On Mon, 14 Mar 2022, Joe Perches wrote:
> Care to describe _how_ coccinelle was helpful in finding
> these typos in comments?
First, Coccinelle can bind a metavariable to the comments before, within
and after anohter kind of term. So I collected the comments before,
within, and after statements and declarations.
Second, I also used Coccinelle to collect all of the identifiers
referenced in the same file, and discarded all of these words from
consideration.
Otherwise, it's the python library enchant for a dictionary, and some
hacks to reduce the number of false positives, including dropping words
that occur multiple times. The results are still maybe 90% false
positives, though.
The semantic patch is attached.
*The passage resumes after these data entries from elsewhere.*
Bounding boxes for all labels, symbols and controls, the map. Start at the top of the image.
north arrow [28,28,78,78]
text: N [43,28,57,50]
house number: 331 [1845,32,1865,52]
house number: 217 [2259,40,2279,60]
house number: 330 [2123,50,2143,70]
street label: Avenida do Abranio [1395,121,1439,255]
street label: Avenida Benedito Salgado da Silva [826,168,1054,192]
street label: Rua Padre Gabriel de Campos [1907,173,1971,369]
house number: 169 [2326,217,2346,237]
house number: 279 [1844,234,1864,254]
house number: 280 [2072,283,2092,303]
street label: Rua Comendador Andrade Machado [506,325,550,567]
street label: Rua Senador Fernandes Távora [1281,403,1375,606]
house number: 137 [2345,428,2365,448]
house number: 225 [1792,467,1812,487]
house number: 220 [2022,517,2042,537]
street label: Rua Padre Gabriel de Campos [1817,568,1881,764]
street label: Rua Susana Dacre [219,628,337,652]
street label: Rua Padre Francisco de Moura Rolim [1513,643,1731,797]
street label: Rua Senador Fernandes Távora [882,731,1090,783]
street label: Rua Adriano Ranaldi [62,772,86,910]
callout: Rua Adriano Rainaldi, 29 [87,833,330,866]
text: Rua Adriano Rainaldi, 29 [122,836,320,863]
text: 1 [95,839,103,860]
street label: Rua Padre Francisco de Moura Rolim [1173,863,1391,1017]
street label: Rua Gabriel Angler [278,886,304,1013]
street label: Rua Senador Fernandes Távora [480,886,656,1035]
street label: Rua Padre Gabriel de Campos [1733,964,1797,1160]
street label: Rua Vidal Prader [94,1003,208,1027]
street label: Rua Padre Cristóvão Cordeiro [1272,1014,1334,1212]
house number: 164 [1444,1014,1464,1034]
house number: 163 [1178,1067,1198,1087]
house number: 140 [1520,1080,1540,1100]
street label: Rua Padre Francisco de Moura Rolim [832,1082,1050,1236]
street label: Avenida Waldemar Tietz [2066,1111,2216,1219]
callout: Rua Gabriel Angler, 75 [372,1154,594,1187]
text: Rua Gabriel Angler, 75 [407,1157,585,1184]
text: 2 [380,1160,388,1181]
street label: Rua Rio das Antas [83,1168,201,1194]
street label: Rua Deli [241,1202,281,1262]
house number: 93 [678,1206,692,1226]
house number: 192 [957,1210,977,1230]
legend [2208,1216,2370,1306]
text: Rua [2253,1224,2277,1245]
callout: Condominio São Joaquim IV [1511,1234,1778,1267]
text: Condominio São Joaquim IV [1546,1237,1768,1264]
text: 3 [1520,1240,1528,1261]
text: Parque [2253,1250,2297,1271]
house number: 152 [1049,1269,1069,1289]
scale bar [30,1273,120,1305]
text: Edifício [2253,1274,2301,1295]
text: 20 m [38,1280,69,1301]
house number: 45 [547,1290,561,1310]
It gives around 30K results for the
current linux-next.
julia@initialize:ocaml@
@@
let seen = Hashtbl.create 101
let bseen = Hashtbl.create 101
let wseen = Hashtbl.create 101
let ids = Hashtbl.create 101
exception NotOK
let okw = ["aren";"isn";"wasn";"doesn";"didn";"weren";"shouldn";"couldn";"wouldn";"hasn";"haven";"linux";"hotplug";"cpu";"ifdef";"ifndef";"endif";"struct"]
let add i =
(if not (Hashtbl.mem ids i) then Hashtbl.add ids i ());
let pieces = Str.split (Str.regexp "_") i in
List.iter
(fun i -> if not (Hashtbl.mem ids i) then Hashtbl.add ids i ())
pieces;
false
let hasvowel s =
let vowels = ['a';'e';'i';'o';'u';'y';'A';'E';'I';'O';'U';'Y'] in
try
String.iter
(fun c ->
if List.mem c vowels
then raise NotOK)
s;
false
with NotOK -> true
let only_letters s =
let islower c = 'a' <= c && c <= 'z' in
let isupper c = 'A' <= c && c <= 'Z' in
try
String.iteri
(fun i c ->
let ok =
if i = 0
then islower c || isupper c
else islower c in
if not ok
then raise NotOK)
s;
true
with NotOK -> false
let check bad loc p c =
if not(Hashtbl.mem seen c)
then
begin
Hashtbl.add seen c ();
let pieces = Str.split (Str.regexp "\\b") c in
List.iter
(fun word ->
if String.length word <= 2 || not(only_letters word) || Hashtbl.mem ids word || List.mem word !bad || not(hasvowel word)
then ()
else
let word = String.uncapitalize_ascii word in
if List.mem word okw
then ()
else
let res =
try Hashtbl.find wseen word
with Not_found ->
let cmd =
Printf.sprintf "python spell.py %s" word in
let v = Common.cmd_to_list cmd in
Hashtbl.add wseen word v;
v in
List.iter
(fun wd ->
bad := word :: !bad;
Common.hashadd bseen word (loc,word,p))
res)
pieces
end
@script:ocaml@
@@
Hashtbl.clear seen
@identifier@
identifier i : script:ocaml() { add i };
@@
i
@r1@
comments c;
statement S;
position p;
@@
S@c@p
@script:ocaml@
c << r1.c;
p << r1.p;
@@
let bad = ref [] in
List.iter
(function c->
let (cb,ci,ca) = c in
List.iter (check bad "before" p) cb;
List.iter (check bad "within" p) ci;
List.iter (check bad "after" p) ca)
c
@r2@
comments c;
declaration d;
position p;
@@
d@c@p
@script:ocaml@
c << r2.c;
p << r2.p;
@@
let bad = ref [] in
List.iter
(function c->
let (cb,ci,ca) = c in
List.iter (check bad "before" p) cb;
List.iter (check bad "within" p) ci;
List.iter (check bad "after" p) ca)
c
@finalize:ocaml@
bseen << merge.bseen;
@@
List.iter
(fun bseen ->
Hashtbl.iter
(fun word l ->
match !l with
[(loc,word,p)] ->
Coccilib.print_main
(Printf.sprintf "problem with %s comment word: %s" loc word)
p
| _ -> ())
bseen)
bseen